Solar Panel Taxation Debate Highlights Tunisia's Energy Transition Challenges
The article 40 of the 2024 finance law in Tunisia plans to increase customs duties on solar panel imports to 30%, a measure deemed worrying for the future of clean energy in the country. On the other hand, article 54 of the 2025 finance law project proposes to reduce these duties to 10%, reflecting a willingness to encourage the adoption of renewable energies.
According to sector professionals, this high level of taxation could hinder the development of photovoltaic systems in Tunisia. Indeed, increased taxation translates to an additional cost for end-users, whether individuals, industrialists, or farmers. This could slow down the achievement of national objectives, including producing 35% of electricity from renewable energies by 2030 and reducing carbon intensity by 46% by the same deadline.

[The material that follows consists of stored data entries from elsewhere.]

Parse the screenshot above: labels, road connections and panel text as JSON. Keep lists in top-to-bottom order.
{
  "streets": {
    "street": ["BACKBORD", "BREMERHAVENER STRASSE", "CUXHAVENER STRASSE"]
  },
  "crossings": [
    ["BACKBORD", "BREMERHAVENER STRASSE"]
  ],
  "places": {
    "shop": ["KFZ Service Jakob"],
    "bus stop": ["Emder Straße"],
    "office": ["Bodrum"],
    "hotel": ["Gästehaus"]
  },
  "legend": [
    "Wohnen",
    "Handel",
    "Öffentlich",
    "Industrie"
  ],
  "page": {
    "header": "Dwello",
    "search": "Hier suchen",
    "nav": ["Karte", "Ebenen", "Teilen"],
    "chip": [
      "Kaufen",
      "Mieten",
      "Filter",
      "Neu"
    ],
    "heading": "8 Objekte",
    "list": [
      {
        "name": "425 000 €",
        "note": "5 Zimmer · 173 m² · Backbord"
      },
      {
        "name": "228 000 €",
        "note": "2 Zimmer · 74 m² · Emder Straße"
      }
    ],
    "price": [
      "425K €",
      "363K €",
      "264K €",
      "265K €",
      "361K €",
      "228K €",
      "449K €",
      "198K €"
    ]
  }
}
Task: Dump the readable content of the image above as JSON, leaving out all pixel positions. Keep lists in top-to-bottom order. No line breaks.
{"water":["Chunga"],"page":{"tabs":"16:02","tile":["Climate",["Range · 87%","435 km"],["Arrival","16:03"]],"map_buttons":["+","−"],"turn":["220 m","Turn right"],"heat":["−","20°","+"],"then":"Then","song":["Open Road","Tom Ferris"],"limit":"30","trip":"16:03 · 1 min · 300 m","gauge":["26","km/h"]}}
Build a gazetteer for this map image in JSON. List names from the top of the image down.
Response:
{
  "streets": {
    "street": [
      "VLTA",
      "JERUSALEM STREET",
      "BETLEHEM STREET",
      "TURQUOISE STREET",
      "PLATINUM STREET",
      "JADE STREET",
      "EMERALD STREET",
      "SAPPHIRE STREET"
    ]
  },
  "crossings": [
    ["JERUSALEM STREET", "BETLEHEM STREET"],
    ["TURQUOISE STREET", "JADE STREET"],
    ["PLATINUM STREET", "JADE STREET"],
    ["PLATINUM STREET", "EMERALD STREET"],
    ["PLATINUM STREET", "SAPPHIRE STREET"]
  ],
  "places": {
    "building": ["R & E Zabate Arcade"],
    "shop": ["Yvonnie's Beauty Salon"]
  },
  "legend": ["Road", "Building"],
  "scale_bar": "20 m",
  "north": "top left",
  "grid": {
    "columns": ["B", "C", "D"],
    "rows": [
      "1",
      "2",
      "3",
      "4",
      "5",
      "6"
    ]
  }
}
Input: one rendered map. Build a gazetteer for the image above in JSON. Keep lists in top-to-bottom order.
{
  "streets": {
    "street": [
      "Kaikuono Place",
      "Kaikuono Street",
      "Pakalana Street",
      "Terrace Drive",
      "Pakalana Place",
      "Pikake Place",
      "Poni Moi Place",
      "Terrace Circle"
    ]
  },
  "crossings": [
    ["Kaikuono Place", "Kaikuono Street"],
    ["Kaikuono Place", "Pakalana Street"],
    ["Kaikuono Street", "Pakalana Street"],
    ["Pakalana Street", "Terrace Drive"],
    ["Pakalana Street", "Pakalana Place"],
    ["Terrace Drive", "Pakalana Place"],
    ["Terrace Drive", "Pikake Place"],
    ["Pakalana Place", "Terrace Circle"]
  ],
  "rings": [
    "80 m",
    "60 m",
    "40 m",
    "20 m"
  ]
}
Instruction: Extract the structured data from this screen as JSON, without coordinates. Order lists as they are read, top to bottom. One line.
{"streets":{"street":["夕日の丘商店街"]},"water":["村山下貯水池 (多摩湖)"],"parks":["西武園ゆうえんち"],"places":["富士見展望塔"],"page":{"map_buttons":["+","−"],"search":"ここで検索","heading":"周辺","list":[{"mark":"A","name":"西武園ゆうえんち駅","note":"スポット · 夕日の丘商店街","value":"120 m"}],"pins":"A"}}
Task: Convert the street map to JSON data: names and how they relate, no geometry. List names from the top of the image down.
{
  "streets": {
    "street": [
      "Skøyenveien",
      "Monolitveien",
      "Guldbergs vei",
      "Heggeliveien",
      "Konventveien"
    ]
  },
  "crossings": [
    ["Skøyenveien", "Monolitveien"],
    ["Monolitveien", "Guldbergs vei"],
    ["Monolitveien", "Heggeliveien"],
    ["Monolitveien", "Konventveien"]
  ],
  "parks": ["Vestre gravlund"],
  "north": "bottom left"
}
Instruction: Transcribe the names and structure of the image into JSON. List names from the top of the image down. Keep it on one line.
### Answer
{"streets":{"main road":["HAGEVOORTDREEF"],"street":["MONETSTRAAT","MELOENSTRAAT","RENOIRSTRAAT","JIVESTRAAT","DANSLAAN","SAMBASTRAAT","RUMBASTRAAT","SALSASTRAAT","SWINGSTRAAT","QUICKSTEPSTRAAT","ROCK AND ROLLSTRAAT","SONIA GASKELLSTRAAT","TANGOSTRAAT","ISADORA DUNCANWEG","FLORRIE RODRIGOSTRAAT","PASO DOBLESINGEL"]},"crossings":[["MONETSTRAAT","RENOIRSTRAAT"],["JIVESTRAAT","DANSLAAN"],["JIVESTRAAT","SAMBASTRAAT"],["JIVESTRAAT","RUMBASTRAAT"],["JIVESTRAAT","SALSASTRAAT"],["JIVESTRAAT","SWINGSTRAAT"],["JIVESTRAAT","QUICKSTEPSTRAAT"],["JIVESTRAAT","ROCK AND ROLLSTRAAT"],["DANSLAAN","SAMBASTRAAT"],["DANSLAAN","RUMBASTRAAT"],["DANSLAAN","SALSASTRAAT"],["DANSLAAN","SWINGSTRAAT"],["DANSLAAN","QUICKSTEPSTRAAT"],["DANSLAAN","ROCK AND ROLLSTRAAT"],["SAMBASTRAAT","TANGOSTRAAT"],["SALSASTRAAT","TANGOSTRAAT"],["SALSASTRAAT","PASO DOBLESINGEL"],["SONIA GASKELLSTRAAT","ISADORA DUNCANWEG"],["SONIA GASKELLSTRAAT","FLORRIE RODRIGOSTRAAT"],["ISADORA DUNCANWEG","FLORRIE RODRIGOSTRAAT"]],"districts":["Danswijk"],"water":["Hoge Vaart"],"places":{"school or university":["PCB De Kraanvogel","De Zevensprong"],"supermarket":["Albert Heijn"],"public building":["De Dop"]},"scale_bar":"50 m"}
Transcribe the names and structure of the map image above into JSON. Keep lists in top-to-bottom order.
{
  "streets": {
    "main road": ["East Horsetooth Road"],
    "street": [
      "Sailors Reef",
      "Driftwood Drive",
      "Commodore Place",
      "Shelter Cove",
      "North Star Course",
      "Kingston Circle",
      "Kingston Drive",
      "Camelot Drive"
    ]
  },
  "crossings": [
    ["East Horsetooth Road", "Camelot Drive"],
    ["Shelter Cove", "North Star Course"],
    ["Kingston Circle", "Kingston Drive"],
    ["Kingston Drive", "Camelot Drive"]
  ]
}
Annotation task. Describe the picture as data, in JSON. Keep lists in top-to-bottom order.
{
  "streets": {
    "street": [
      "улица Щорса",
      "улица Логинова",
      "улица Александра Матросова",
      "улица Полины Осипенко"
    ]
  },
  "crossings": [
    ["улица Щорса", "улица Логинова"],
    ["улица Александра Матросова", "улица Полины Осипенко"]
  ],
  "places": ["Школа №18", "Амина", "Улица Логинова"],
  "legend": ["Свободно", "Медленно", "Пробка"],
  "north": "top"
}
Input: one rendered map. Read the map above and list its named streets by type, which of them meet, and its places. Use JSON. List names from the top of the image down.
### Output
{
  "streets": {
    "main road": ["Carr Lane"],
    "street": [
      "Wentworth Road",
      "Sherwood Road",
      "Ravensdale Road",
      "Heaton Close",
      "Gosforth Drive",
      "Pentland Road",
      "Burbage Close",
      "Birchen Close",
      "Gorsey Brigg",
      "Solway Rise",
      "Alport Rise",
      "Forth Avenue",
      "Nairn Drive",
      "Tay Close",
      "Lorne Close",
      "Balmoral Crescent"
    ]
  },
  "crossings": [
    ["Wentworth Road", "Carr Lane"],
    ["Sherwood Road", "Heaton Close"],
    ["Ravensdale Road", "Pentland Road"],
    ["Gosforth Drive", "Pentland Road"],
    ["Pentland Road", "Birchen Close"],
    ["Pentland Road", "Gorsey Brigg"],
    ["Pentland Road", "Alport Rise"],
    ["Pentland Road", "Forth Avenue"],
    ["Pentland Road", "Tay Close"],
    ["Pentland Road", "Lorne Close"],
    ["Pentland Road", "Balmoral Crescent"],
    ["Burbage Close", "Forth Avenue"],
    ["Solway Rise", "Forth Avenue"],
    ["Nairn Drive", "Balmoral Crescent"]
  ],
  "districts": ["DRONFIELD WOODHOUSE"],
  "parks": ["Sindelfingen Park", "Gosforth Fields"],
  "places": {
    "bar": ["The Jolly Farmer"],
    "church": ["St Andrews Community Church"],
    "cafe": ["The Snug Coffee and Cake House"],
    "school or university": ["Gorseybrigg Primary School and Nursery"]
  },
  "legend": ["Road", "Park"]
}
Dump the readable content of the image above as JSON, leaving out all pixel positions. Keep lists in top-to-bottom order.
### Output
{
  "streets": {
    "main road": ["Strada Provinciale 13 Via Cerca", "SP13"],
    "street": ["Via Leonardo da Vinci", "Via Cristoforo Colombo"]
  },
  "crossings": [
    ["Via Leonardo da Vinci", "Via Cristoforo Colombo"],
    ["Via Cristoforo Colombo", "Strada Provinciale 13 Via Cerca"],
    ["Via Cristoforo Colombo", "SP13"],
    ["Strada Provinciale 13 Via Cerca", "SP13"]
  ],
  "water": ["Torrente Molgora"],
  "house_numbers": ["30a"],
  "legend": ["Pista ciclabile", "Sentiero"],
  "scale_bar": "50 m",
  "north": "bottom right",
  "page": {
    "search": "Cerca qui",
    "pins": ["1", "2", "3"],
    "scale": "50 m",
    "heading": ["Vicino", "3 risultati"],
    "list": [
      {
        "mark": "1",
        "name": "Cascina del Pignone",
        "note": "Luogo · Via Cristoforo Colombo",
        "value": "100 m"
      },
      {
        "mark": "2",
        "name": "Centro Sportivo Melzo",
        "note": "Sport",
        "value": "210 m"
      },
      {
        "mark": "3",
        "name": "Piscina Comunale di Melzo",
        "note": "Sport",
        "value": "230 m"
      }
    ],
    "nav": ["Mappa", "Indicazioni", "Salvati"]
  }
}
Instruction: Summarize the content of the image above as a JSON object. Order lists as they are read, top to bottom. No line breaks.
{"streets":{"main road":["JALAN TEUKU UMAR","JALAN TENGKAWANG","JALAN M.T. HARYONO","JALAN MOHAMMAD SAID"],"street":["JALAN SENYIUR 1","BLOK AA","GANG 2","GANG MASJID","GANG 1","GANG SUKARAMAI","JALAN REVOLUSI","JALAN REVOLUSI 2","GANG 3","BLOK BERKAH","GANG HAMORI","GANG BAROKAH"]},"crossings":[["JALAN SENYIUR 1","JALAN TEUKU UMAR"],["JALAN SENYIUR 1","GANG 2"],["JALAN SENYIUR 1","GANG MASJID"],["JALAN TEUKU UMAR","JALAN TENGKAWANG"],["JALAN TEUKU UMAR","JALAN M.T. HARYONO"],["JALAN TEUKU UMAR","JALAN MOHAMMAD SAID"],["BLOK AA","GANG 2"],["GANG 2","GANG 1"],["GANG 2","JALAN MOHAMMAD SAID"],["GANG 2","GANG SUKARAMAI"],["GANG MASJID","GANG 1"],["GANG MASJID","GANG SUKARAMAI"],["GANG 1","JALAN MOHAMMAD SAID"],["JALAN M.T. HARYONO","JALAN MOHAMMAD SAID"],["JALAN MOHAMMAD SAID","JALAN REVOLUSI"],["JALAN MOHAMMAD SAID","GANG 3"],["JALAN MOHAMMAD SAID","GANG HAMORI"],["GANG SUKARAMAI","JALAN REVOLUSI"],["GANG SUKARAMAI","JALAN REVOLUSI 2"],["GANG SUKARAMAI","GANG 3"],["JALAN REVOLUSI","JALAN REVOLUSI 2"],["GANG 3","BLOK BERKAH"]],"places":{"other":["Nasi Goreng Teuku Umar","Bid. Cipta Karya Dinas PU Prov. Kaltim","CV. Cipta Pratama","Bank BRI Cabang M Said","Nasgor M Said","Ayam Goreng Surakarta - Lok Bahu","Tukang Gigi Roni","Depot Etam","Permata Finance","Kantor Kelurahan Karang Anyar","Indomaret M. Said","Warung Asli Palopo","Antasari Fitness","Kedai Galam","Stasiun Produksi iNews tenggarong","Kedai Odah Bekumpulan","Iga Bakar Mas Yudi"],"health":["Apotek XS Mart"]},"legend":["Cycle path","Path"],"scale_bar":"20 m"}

National industrialists, on the other hand, believe that reducing customs duties could penalize local production, making imported panels more competitive and discouraging industrial investments in this strategic sector. However, some experts argue that the current capacity of the local industry is insufficient to meet the growing demand and support an ambitious energy transition.
This debate reflects a dilemma between protecting the national industry and accelerating the adoption of renewable energies. Tunisia's energy strategy will require balanced choices to reconcile industrial sovereignty and ecological transition, in a global context where solar energy plays a central role in the fight against climate change.